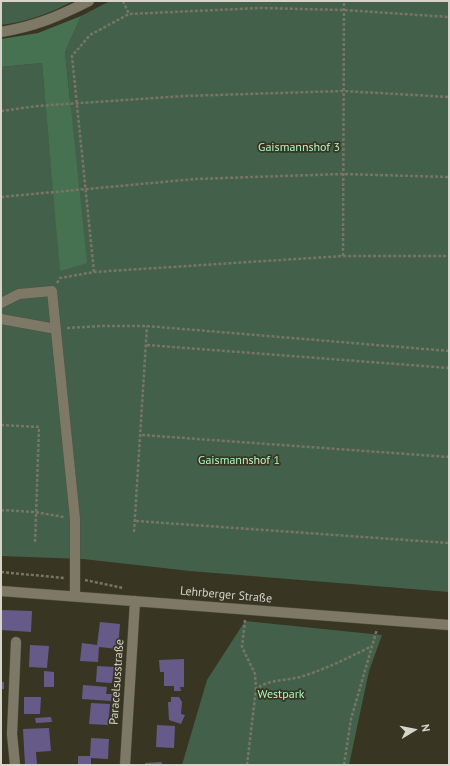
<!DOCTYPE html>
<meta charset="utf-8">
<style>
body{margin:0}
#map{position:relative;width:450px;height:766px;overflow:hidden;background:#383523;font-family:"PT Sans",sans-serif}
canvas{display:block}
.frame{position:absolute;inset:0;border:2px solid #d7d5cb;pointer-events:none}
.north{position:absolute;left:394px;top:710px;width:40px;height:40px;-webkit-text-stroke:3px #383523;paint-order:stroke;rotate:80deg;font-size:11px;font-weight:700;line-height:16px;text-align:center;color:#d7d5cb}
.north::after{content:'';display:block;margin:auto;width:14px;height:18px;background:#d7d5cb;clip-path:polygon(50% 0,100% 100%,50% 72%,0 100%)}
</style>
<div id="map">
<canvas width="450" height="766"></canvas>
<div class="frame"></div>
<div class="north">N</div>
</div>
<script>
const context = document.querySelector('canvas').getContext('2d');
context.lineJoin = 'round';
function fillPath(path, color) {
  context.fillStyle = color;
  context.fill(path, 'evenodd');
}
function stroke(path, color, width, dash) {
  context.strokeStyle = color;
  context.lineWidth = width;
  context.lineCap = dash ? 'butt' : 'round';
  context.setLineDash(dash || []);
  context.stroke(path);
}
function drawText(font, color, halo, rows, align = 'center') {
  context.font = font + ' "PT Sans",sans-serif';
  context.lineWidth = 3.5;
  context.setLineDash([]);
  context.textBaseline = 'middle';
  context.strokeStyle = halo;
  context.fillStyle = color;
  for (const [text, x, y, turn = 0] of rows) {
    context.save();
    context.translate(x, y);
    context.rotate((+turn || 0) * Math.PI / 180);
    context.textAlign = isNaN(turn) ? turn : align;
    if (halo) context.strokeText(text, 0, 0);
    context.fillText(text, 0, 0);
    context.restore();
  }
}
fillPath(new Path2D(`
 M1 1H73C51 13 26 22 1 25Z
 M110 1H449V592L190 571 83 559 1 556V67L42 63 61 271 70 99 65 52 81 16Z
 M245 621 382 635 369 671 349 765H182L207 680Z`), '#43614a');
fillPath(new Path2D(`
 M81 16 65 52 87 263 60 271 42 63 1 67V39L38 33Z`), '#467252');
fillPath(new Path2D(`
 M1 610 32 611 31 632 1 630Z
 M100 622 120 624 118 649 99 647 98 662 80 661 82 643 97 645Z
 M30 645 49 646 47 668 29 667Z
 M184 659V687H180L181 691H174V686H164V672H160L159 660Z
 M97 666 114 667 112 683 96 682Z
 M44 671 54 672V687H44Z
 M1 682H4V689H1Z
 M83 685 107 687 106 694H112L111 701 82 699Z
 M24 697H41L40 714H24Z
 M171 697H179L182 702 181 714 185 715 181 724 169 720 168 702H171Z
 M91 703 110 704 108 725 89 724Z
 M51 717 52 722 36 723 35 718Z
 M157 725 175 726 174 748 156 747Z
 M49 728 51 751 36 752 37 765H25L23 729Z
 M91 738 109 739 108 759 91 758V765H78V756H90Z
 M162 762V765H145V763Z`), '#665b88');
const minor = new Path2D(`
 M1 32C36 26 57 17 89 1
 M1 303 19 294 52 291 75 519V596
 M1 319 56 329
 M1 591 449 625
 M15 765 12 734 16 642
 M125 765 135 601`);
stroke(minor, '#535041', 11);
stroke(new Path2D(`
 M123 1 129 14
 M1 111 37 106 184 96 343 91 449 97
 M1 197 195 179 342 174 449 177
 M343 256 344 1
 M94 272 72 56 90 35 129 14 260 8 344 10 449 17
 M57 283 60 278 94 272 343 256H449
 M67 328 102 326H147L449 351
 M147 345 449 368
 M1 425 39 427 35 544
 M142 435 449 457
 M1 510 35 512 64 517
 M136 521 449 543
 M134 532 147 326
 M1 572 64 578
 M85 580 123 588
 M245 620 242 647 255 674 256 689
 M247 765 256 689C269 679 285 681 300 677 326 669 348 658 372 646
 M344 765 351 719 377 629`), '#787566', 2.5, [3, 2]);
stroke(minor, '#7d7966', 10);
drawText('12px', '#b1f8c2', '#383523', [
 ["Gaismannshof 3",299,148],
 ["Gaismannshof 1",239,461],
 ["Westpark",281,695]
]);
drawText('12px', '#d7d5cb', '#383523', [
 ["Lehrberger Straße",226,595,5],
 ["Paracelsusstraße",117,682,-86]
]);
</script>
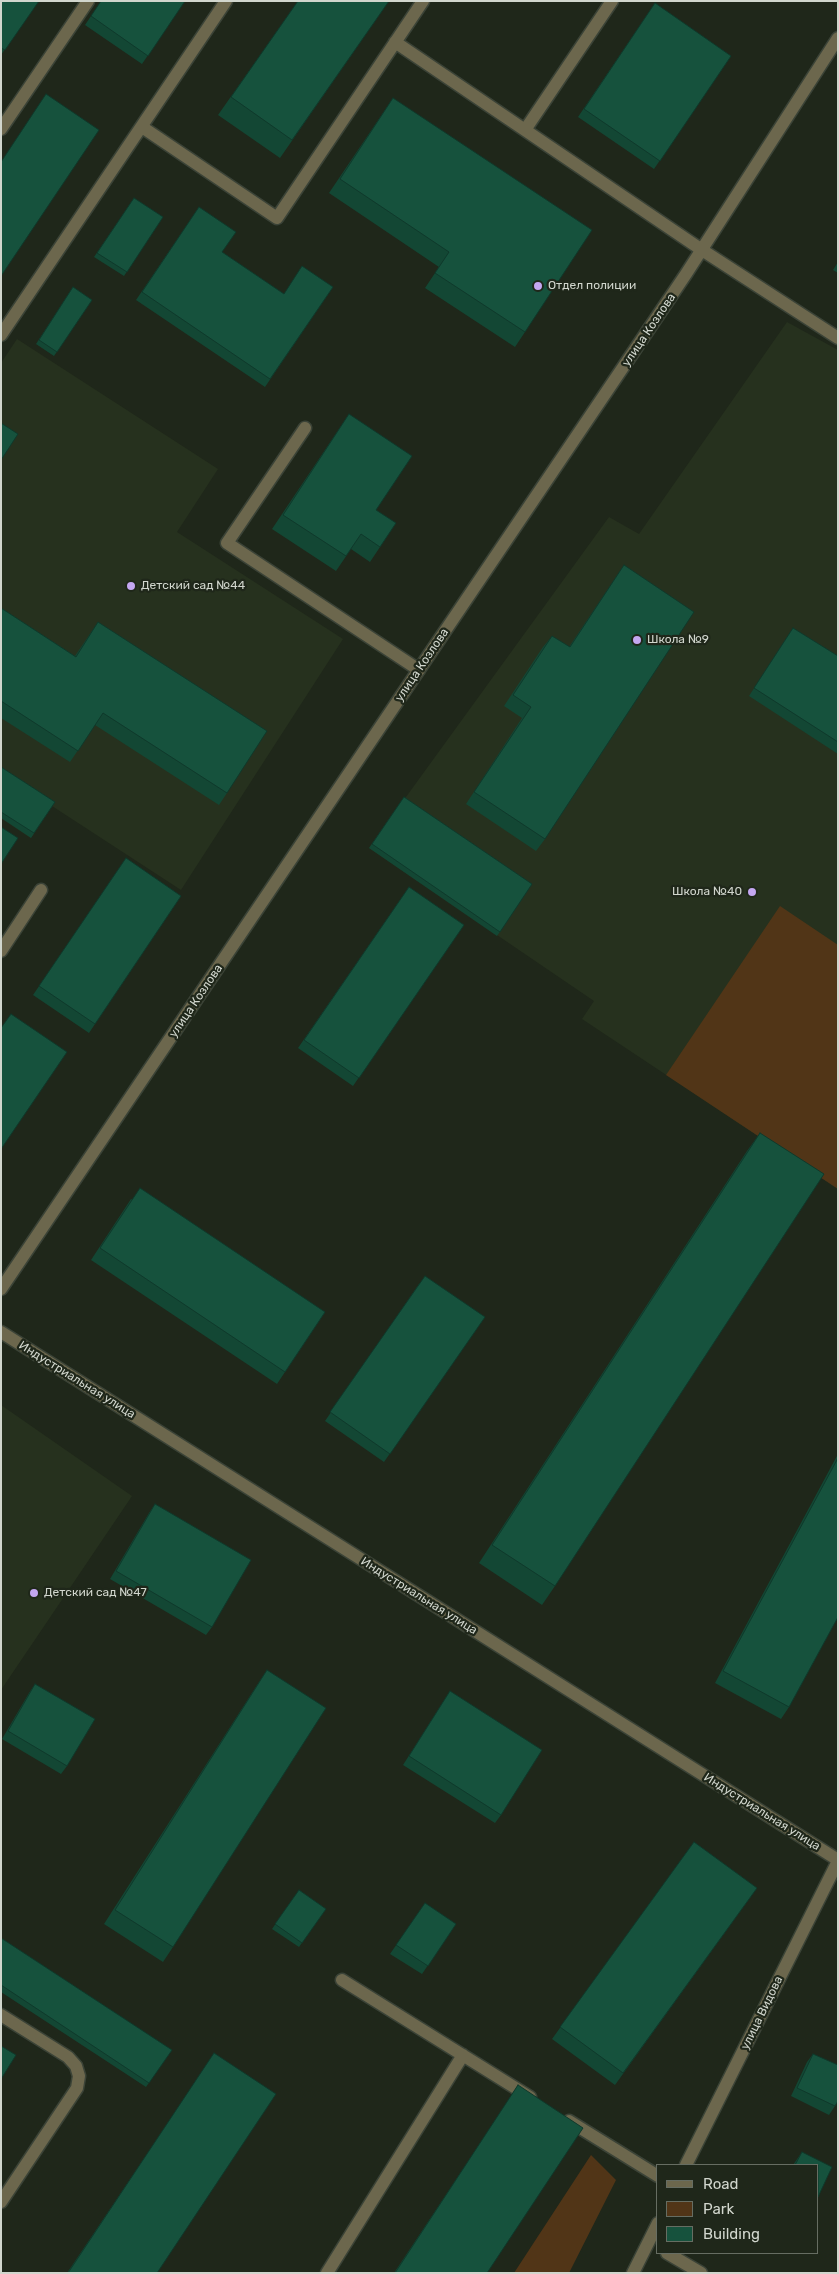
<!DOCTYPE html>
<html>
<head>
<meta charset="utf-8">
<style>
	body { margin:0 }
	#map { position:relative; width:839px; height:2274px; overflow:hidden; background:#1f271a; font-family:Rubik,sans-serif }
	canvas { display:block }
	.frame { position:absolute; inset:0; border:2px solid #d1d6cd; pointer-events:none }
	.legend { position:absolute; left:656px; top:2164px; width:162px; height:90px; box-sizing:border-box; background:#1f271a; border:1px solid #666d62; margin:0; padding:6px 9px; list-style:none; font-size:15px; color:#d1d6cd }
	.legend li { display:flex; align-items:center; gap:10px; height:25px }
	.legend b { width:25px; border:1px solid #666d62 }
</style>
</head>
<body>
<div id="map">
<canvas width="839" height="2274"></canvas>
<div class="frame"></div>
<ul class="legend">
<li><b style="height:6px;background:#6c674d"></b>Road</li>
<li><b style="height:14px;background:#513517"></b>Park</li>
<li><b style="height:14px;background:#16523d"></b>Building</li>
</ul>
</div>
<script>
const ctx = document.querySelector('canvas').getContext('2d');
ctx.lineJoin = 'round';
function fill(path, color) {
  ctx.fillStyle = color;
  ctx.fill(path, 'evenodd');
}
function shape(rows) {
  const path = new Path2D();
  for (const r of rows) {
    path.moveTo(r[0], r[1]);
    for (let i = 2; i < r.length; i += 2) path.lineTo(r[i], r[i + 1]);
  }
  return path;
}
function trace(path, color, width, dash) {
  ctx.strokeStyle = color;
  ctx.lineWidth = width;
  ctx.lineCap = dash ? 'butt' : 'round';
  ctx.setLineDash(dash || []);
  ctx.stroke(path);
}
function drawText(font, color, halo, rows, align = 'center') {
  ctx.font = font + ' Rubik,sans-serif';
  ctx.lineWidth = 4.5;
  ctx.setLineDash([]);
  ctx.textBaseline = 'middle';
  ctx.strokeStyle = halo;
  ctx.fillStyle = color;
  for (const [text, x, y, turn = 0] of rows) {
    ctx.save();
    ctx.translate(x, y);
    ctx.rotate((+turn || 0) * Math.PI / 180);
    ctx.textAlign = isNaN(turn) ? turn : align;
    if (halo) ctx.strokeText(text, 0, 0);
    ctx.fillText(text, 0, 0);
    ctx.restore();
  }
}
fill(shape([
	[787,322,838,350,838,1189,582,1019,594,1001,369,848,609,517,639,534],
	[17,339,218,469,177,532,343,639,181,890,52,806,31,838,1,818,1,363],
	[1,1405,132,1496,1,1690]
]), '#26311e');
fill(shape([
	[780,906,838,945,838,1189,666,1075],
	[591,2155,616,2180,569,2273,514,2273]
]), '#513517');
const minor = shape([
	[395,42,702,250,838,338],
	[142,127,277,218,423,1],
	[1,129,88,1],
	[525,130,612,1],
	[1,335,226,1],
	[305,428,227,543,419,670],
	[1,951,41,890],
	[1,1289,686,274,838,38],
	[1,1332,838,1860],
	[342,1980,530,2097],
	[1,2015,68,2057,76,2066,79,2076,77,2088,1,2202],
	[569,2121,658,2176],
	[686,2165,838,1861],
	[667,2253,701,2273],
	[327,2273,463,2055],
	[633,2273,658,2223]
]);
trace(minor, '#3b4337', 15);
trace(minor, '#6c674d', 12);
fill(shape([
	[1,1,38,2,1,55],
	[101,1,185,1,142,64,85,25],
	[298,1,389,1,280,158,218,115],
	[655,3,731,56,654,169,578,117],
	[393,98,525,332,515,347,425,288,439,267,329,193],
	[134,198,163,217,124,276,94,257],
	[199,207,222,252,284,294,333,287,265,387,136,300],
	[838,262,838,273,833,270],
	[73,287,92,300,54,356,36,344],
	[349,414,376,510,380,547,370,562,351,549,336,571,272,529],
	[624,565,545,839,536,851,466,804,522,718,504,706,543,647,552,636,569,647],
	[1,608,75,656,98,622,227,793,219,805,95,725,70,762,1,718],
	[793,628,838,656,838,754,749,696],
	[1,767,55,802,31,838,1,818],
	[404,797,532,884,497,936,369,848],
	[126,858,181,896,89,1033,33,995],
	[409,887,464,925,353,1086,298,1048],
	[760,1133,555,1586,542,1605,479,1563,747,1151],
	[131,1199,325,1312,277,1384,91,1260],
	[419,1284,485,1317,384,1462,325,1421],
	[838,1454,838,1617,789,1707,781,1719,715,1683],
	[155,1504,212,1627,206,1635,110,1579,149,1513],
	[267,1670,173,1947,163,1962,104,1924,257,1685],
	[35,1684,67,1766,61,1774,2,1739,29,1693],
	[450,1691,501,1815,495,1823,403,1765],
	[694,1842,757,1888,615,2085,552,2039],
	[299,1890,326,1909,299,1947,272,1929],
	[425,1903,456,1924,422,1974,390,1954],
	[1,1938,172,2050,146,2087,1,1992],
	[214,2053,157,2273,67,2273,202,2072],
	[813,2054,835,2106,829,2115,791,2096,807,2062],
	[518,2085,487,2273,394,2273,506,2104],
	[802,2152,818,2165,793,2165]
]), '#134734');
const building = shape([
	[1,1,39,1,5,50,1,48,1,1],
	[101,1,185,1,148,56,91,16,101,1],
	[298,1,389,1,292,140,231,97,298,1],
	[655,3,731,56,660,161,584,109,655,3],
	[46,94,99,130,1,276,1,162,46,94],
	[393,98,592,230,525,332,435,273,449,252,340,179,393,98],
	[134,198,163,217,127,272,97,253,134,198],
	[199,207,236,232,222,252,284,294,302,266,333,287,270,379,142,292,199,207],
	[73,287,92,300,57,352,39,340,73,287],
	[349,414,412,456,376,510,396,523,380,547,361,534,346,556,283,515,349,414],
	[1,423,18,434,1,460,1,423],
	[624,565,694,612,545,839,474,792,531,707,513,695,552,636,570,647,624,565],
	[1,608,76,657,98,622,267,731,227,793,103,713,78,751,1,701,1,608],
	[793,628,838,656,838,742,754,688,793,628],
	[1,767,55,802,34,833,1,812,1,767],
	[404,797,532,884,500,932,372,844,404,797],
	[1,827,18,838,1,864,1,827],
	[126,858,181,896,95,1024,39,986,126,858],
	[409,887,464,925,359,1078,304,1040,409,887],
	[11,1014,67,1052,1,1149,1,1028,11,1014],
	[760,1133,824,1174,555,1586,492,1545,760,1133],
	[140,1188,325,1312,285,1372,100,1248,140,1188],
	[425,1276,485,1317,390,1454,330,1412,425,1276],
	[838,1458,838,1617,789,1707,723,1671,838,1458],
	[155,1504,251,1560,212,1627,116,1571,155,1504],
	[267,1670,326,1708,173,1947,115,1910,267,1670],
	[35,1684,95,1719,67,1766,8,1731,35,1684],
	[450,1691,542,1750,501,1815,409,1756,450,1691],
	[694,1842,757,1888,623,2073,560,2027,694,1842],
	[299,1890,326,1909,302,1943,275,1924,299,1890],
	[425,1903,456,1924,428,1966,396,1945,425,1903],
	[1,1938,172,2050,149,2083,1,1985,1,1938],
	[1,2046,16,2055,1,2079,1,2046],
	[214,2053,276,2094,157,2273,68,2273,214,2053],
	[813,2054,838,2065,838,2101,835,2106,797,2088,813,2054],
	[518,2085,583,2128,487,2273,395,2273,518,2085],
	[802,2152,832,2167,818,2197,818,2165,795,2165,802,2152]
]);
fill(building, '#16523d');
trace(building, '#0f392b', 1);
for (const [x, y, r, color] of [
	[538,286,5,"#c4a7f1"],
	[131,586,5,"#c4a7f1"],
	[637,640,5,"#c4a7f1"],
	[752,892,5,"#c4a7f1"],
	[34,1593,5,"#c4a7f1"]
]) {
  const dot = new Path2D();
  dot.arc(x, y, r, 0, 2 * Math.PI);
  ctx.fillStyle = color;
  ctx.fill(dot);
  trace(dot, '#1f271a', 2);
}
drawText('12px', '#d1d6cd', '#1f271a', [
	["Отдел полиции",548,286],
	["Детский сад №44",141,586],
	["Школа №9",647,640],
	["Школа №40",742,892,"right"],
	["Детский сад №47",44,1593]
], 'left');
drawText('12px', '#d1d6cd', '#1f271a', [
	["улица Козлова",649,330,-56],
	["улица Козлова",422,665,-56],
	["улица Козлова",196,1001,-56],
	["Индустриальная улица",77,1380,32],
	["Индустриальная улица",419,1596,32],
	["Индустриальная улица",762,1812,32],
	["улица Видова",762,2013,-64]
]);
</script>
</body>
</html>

Work instruction: Exact duplication is required for the lines above, from the line that contains "const ctx = document.querySelector('canvas').getContext('2d');" to the line that contains "for (const r", inclusive; omit all others.

Expected output:
const ctx = document.querySelector('canvas').getContext('2d');
ctx.lineJoin = 'round';
function fill(path, color) {
  ctx.fillStyle = color;
  ctx.fill(path, 'evenodd');
}
function shape(rows) {
  const path = new Path2D();
  for (const r of rows) {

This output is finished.